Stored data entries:
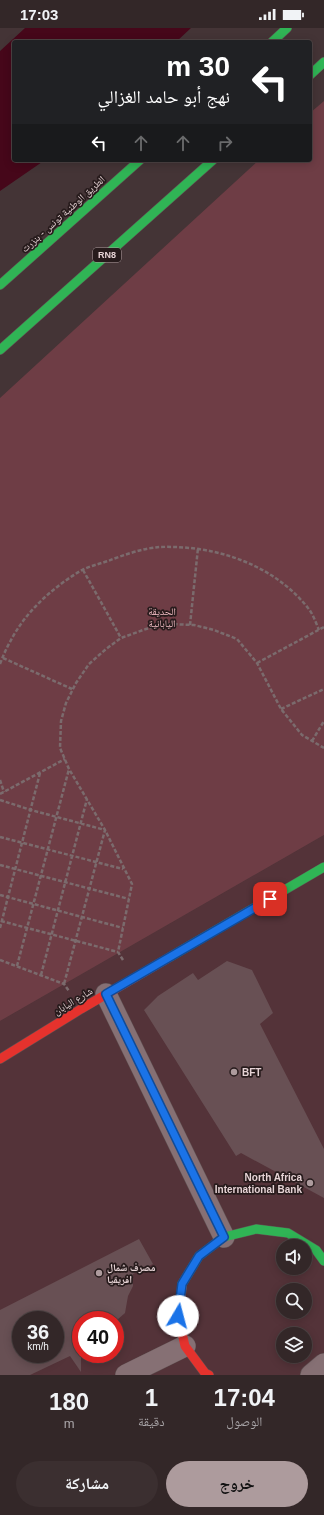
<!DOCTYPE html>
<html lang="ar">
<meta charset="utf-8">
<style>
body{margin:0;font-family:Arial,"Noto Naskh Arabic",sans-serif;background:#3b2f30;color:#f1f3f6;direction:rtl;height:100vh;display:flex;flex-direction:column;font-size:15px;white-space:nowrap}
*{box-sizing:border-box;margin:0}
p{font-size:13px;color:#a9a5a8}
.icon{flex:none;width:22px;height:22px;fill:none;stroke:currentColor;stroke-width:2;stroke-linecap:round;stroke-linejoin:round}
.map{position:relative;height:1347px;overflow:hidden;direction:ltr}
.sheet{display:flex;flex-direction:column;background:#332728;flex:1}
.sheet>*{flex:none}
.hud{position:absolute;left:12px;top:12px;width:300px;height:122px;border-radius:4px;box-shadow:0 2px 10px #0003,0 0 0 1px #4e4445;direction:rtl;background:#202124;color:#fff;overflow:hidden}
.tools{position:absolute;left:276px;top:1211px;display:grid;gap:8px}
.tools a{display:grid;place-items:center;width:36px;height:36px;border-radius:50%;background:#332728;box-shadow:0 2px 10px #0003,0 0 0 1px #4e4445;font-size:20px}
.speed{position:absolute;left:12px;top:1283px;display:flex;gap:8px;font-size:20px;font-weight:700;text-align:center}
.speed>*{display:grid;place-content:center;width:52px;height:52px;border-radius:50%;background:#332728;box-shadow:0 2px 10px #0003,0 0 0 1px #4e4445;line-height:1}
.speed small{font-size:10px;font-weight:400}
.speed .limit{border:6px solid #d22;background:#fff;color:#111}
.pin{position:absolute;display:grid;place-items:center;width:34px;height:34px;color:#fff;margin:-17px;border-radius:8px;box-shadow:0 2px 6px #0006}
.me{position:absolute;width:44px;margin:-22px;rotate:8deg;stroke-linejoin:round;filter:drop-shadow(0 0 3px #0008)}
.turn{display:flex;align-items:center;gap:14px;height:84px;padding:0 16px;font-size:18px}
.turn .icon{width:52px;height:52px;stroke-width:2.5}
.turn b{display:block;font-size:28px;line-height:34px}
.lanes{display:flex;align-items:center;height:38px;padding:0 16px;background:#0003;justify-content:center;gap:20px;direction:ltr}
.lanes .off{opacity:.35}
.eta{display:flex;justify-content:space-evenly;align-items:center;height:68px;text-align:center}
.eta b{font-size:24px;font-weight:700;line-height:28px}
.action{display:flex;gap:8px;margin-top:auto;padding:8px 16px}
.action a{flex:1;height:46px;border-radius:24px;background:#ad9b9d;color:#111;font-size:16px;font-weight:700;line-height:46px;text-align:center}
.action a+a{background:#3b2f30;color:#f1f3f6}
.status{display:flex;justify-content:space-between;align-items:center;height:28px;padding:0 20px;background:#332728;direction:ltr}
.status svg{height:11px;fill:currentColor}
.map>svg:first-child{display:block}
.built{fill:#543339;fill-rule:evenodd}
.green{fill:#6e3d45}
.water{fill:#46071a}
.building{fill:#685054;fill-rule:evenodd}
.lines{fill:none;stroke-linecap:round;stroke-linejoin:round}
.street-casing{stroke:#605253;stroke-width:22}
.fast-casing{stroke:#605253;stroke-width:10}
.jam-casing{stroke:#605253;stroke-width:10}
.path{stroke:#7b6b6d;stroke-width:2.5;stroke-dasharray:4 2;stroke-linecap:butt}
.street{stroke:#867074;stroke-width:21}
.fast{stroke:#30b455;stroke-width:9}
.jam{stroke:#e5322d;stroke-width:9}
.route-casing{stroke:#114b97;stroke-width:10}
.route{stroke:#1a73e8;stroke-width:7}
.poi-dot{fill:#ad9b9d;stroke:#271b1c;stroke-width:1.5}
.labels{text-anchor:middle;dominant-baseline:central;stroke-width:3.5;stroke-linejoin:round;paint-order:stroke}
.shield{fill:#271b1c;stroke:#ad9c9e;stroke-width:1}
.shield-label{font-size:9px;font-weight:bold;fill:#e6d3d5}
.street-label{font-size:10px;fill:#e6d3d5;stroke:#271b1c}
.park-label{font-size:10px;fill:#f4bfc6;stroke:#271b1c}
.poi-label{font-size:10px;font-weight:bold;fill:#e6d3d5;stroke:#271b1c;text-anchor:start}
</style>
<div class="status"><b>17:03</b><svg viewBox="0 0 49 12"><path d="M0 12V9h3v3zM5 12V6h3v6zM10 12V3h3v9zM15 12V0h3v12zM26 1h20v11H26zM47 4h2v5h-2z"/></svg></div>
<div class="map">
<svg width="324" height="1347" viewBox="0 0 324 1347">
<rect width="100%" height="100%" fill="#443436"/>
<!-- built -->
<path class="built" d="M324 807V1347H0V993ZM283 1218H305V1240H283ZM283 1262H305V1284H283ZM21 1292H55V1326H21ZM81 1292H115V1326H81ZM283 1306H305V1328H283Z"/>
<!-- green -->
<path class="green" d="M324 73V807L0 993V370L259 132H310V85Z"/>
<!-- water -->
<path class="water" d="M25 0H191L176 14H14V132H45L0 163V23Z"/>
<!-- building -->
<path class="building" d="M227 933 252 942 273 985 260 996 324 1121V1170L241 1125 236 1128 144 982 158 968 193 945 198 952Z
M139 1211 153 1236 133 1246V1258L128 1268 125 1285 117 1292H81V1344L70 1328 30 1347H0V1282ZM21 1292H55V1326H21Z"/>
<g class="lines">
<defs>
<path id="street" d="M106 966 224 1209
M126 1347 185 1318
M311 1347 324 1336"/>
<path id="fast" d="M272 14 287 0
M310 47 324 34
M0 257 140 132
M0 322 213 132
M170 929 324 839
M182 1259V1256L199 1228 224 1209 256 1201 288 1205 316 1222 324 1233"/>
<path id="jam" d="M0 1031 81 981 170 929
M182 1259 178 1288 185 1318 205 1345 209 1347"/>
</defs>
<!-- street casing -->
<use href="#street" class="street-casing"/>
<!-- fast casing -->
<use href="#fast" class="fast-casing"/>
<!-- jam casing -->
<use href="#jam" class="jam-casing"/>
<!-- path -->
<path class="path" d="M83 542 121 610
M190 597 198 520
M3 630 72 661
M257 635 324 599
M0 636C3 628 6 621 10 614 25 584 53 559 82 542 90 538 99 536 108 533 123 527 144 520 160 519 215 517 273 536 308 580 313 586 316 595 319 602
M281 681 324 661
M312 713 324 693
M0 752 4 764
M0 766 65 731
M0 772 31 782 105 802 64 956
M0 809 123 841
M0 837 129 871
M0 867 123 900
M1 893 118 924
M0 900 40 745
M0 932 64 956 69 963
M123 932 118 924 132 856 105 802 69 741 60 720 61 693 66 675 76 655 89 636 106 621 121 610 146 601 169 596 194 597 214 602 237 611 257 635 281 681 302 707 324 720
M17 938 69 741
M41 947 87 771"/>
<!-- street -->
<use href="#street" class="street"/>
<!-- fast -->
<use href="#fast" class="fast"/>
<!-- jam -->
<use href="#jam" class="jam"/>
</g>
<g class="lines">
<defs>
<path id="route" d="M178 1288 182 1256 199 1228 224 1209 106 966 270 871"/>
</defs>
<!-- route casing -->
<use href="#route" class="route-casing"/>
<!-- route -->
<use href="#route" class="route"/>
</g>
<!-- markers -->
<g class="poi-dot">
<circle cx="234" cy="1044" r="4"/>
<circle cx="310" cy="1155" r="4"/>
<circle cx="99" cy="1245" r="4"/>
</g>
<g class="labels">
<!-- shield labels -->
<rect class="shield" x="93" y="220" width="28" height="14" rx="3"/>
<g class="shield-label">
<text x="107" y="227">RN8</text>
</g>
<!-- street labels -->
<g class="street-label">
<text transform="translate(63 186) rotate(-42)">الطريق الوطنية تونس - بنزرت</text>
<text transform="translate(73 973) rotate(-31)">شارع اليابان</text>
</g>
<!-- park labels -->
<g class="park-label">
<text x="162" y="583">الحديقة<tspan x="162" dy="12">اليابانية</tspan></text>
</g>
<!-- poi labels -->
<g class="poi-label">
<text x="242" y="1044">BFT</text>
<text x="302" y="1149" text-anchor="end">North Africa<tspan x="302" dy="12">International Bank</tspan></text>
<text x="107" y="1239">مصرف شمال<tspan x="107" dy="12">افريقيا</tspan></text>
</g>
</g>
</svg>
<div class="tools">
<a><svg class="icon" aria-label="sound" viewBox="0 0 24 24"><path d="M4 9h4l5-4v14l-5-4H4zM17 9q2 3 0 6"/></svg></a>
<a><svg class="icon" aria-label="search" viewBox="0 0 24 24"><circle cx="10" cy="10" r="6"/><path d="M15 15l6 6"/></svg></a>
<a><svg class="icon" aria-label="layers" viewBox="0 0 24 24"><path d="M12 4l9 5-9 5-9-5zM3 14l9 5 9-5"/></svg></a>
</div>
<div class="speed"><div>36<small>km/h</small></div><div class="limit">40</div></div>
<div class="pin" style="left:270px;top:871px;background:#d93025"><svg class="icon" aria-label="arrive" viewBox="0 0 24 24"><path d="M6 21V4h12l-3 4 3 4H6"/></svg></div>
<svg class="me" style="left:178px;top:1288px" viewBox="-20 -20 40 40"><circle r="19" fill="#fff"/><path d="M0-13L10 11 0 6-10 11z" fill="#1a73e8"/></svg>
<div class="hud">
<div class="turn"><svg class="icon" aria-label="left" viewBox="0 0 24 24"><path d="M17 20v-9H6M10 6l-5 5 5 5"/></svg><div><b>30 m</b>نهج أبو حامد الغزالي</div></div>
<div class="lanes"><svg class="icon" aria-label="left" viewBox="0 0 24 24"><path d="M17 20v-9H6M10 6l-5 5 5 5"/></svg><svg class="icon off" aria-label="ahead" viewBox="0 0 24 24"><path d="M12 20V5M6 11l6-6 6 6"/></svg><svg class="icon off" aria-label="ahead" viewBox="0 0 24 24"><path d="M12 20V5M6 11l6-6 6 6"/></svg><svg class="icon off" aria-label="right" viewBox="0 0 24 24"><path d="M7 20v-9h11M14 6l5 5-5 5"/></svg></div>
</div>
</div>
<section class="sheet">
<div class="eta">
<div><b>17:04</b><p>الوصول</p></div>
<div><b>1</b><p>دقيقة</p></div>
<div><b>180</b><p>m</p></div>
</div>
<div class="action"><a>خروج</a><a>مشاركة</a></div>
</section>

---

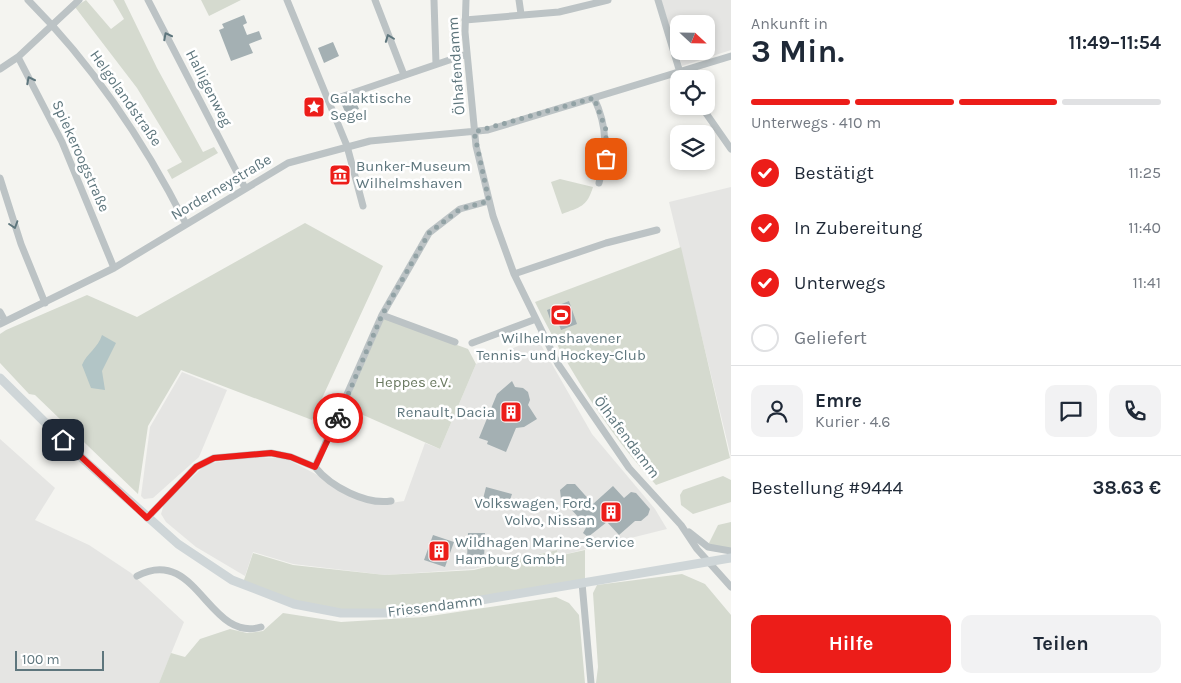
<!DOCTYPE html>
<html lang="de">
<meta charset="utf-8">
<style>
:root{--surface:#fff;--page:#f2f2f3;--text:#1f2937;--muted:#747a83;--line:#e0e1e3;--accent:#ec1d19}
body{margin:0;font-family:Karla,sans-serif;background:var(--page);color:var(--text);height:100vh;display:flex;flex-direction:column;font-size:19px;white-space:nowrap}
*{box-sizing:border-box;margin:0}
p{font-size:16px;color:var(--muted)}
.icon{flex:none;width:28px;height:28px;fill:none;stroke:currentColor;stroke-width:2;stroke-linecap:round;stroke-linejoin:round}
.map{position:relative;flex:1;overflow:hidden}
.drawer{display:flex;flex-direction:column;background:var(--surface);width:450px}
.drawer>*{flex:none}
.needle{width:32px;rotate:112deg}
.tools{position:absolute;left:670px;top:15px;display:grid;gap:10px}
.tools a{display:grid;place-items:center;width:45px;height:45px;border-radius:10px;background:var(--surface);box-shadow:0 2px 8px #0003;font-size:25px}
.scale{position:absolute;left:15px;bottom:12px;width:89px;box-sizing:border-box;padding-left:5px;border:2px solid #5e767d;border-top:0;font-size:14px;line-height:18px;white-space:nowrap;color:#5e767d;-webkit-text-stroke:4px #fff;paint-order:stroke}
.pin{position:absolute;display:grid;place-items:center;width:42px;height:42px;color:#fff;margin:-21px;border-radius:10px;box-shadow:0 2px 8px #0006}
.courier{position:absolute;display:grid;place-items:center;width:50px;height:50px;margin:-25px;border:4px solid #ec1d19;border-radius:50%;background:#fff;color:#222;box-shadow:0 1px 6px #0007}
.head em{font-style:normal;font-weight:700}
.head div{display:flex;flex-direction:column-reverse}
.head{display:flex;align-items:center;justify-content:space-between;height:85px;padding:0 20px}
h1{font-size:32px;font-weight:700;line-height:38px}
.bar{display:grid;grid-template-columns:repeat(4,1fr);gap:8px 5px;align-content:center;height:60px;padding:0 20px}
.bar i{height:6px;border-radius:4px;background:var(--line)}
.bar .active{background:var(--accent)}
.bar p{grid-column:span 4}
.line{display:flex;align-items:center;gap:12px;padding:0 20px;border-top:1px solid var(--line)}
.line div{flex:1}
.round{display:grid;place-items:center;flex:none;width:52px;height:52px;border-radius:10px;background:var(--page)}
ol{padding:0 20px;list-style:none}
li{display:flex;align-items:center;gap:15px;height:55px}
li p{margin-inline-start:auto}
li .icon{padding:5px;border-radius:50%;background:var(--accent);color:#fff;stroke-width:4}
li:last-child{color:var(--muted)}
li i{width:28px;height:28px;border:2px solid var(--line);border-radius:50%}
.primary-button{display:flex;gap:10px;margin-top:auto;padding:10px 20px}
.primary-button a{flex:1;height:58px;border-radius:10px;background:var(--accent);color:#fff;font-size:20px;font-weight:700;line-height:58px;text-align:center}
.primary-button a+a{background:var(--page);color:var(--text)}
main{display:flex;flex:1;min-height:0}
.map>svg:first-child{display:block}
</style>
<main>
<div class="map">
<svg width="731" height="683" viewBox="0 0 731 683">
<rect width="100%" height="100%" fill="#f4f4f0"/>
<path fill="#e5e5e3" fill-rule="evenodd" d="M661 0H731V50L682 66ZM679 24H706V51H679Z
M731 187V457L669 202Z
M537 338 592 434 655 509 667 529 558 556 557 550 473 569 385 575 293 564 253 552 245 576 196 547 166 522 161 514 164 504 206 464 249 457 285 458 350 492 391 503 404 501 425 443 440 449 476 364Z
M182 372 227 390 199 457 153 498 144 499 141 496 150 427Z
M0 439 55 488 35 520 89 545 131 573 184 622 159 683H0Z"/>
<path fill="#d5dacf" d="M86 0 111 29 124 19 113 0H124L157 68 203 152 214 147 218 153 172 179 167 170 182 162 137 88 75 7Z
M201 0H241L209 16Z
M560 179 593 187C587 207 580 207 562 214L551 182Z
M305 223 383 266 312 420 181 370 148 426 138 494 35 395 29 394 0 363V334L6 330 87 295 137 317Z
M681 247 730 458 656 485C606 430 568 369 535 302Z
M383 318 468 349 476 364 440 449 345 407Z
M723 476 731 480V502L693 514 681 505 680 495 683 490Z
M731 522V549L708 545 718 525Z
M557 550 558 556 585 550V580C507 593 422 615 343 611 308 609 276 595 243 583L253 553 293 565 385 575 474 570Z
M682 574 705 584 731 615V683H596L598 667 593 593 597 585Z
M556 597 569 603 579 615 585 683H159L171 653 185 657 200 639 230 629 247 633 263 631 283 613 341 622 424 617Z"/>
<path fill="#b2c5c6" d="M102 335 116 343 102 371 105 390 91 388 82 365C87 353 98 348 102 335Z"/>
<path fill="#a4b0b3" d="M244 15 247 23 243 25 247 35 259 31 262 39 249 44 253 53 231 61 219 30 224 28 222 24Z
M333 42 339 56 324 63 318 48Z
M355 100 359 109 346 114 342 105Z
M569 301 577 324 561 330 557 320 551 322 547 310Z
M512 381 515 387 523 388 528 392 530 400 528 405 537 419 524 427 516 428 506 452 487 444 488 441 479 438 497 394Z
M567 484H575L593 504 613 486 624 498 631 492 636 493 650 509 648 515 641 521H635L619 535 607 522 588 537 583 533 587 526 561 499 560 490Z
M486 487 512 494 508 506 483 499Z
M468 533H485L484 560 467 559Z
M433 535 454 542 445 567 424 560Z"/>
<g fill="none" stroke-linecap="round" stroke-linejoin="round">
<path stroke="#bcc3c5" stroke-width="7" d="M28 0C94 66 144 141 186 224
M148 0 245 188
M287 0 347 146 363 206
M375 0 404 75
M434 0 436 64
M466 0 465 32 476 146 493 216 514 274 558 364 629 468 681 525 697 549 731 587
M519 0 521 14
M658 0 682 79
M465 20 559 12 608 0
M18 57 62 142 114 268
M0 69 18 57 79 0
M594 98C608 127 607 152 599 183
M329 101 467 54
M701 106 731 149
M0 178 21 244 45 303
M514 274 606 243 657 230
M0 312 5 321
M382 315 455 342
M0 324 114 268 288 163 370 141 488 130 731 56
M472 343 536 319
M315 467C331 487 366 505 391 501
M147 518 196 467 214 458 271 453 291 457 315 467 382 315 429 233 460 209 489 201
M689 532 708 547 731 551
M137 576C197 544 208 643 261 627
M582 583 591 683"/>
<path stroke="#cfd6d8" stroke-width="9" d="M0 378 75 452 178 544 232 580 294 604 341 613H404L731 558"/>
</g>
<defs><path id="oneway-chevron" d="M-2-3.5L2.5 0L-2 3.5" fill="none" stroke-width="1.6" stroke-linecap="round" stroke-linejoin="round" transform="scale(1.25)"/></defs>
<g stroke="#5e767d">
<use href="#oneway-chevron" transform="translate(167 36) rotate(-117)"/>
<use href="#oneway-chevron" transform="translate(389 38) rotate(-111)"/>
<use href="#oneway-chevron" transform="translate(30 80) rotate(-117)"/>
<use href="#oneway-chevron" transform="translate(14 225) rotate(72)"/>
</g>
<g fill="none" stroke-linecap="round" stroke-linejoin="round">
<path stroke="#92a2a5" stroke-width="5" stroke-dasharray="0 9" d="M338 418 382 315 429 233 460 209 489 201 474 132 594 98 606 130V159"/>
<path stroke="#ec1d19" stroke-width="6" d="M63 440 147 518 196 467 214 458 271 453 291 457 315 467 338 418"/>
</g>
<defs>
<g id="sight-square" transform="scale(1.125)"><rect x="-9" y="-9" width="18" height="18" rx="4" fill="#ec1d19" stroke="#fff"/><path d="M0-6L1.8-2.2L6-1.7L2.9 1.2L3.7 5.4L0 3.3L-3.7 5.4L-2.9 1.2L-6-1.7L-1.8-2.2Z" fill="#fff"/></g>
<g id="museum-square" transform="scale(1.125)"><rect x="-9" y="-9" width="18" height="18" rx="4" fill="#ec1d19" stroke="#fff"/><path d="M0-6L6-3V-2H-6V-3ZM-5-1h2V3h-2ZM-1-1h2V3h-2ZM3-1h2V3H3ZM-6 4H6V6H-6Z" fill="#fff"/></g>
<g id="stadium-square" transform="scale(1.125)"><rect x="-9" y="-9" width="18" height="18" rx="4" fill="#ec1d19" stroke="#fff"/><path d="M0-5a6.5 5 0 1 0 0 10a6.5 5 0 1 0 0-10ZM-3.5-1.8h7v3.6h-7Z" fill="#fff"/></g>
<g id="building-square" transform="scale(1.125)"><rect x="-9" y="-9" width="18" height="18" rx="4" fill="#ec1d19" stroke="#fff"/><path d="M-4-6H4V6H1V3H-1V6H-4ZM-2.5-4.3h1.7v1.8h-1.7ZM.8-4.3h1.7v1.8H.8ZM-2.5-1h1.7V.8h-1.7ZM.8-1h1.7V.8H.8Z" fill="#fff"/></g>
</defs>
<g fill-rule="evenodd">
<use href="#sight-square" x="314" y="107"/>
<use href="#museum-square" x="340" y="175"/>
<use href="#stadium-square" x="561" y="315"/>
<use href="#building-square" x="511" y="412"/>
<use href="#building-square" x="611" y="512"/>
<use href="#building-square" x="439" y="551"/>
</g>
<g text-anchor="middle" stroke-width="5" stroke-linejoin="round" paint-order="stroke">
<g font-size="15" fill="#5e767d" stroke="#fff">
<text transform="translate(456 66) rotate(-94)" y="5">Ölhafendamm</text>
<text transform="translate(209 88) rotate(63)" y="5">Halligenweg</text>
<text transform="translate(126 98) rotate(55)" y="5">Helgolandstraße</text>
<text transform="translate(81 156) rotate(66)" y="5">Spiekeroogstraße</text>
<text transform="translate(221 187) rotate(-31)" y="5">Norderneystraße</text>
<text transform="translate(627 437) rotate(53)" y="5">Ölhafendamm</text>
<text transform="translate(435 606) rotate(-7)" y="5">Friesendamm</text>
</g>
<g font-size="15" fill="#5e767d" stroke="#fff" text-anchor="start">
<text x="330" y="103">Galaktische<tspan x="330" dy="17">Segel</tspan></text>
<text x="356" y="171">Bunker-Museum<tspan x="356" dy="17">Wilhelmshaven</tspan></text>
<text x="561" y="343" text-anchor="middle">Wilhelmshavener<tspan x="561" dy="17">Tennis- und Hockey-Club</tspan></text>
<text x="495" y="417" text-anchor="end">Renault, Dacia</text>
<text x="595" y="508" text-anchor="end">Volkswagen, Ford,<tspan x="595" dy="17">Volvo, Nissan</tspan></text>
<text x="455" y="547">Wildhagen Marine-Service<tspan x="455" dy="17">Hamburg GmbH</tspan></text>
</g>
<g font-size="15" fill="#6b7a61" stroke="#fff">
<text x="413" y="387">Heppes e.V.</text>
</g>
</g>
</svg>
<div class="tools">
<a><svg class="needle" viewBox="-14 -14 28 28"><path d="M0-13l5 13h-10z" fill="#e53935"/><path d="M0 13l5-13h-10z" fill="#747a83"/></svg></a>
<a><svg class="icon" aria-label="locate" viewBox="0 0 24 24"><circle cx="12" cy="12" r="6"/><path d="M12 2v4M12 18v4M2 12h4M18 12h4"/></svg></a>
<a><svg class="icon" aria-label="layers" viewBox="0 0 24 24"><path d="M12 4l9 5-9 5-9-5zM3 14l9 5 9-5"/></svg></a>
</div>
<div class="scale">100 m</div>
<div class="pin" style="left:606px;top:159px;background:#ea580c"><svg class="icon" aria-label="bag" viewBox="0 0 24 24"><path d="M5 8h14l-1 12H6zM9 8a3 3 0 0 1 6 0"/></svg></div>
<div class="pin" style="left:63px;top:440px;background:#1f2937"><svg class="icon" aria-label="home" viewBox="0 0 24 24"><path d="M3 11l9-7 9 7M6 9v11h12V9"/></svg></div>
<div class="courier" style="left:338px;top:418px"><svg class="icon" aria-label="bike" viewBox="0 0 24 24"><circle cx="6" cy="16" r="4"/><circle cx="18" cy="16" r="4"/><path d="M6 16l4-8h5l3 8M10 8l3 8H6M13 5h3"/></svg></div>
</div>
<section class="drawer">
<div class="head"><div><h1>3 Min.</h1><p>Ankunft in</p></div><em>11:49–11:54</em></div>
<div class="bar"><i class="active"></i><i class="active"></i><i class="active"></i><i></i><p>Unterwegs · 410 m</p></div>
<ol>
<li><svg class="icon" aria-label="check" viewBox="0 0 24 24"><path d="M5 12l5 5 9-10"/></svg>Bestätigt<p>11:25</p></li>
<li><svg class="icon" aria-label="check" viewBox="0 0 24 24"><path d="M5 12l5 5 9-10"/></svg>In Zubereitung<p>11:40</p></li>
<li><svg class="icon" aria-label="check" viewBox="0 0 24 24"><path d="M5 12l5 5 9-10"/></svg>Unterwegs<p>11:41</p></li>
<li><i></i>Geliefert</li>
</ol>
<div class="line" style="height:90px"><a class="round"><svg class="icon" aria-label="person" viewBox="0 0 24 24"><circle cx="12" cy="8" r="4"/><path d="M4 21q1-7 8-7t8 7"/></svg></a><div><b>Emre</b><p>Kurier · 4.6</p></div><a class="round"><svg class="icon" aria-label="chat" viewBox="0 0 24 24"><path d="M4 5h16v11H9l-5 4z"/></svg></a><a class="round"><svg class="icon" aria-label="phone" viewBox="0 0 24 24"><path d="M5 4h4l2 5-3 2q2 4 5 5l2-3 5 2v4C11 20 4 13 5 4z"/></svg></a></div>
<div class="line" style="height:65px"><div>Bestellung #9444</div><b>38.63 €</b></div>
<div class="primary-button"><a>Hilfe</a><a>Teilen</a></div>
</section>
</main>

| Exercise |
Which lines in the records above contain the word "Unterwegs"? Copy each one.

| Answer to this exercise |
<div class="bar"><i class="active"></i><i class="active"></i><i class="active"></i><i></i><p>Unterwegs · 410 m</p></div>
<li><svg class="icon" aria-label="check" viewBox="0 0 24 24"><path d="M5 12l5 5 9-10"/></svg>Unterwegs<p>11:41</p></li>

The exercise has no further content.